The Health Ministry on Tuesday authorized the use of the Pfizer-BioNTech coronavirus vaccine in Costa Rica based on the emergency use authorization issued by the United States Food and Drug Administration (FDA).
The Directorate for the Regulation of Healthcare Products (DRPIS), part of the Health Ministry, says it reviewed information provided by the FDA, Pfizer and BioNTech to confirm “the product offered corresponds in every sense to the product approved by FDA, … as well as a certificate of good manufacturing practices.”
The National Emergency Commission (CNE) has already purchased ultra-cold freezers, which will be necessary during distribution of the Pfizer-BioNTech vaccine.
However, there is still no date for the arrival in Costa Rica of the first doses of the drug, and the country has not revealed detailed plans for who will receive the vaccine first.
“Tentatively, the vaccination campaign against COVID-19 in our country would be carried out in the first quarter of 2021,” the Health Ministry said.
Costa Rica and Pfizer-BioNTech have an agreement for 3 million doses of the vaccine, enough for 1.5 million people. The Central American country also has a deal with AstraZeneca and is a member of the COVAX facility.
Costa Rica hopes to vaccinate 3 million people by the end of 2021.
How the vaccine works
The Pfizer-BioNTech drug is based on technology that uses a synthetic version of a molecule called messenger RNA (mRNA) to hack into human cells and effectively turn them into vaccine-making factories.
The vaccine — like the candidate from Moderna — is delivered in two doses. The second dose should come three weeks after the first and is meant to provoke stronger and longer-lasting immunity.
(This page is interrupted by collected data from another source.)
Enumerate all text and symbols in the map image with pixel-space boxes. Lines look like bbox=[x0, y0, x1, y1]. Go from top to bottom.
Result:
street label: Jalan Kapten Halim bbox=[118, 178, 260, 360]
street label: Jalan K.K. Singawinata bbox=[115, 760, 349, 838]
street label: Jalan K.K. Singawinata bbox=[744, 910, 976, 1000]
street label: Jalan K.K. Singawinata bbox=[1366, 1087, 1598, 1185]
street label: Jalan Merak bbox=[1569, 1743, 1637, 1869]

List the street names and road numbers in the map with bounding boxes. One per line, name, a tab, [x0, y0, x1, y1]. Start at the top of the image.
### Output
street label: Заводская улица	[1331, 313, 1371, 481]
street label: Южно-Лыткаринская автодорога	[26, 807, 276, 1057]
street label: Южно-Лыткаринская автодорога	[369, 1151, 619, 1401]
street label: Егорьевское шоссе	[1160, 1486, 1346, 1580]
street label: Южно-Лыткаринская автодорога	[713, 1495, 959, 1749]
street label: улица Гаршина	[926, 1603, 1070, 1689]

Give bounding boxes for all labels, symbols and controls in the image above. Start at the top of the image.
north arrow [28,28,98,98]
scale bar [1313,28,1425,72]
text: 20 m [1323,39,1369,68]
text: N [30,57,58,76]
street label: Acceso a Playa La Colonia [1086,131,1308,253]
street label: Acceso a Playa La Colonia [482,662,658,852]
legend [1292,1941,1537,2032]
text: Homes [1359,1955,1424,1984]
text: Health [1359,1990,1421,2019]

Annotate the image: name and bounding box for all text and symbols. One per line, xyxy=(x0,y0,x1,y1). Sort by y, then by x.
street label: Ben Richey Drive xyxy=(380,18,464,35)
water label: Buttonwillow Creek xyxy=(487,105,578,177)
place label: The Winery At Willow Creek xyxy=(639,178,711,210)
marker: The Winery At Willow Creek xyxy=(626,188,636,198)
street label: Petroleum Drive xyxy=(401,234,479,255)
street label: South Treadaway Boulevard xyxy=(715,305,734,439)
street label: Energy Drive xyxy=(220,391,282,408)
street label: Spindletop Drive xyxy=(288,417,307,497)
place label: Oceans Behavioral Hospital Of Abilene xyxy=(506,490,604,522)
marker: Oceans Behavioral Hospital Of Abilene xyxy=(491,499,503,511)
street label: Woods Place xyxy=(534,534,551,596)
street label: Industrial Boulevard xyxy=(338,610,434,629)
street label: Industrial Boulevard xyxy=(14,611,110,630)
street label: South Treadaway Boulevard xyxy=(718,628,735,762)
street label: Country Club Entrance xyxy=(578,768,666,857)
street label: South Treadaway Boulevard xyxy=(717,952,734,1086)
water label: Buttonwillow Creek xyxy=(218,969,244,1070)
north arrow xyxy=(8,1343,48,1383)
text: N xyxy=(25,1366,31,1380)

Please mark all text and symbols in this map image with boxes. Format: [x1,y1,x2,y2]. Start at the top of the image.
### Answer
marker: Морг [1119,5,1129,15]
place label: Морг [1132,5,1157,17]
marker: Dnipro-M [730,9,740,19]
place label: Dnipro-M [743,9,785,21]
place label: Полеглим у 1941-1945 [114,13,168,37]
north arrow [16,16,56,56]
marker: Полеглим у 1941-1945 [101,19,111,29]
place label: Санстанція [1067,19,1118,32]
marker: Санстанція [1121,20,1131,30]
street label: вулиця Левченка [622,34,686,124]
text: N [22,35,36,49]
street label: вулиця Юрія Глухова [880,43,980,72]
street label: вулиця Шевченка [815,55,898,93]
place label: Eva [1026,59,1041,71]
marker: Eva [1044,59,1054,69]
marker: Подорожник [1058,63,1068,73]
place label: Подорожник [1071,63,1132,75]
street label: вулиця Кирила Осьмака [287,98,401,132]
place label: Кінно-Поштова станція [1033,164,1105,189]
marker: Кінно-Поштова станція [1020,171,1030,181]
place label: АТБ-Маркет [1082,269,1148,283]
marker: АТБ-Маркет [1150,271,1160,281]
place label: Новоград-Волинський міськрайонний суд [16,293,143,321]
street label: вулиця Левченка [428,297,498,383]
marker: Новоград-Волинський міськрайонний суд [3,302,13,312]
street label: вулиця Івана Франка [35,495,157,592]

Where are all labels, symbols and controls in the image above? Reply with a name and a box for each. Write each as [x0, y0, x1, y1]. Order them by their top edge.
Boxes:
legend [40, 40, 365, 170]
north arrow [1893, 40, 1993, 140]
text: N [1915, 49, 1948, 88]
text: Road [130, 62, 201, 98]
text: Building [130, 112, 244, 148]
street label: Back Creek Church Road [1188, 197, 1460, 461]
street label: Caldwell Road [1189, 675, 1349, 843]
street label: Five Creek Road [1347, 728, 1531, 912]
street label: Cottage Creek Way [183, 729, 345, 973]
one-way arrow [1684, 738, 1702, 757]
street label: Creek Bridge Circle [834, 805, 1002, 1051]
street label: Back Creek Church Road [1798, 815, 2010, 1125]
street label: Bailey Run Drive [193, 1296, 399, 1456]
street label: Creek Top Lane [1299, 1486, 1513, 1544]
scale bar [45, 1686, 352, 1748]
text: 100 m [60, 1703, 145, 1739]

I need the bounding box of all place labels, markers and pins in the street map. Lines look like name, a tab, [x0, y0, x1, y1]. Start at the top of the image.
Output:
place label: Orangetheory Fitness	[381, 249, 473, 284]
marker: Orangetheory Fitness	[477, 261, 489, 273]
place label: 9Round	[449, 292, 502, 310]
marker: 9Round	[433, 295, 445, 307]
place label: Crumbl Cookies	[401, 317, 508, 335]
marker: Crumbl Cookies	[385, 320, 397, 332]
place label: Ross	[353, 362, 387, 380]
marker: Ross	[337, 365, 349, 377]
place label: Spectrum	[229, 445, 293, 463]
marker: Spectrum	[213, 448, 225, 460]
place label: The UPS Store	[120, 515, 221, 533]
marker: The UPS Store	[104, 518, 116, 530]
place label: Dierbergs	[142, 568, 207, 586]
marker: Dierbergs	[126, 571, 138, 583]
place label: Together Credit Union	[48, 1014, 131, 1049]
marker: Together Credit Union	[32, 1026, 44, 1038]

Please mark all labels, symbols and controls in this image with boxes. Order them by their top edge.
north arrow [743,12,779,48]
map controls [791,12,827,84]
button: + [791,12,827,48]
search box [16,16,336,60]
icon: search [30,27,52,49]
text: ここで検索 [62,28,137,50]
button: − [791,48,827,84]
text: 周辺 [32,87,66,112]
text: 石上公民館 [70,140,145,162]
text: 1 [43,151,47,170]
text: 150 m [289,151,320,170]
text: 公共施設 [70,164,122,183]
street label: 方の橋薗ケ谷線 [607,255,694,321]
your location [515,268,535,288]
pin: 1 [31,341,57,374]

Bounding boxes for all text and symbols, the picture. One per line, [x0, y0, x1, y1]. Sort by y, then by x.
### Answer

Its trial involved 40,000 volunteers and suggested the vaccine provokes only mild side effects.
Some 80% of those vaccinated felt pain at the injection site. Many also felt fatigue, headache and muscle-pain and some had temporarily swollen lymph nodes. These side effects were more frequent and intense for young people.
Severe side effects the vaccine have so far been extremely rare.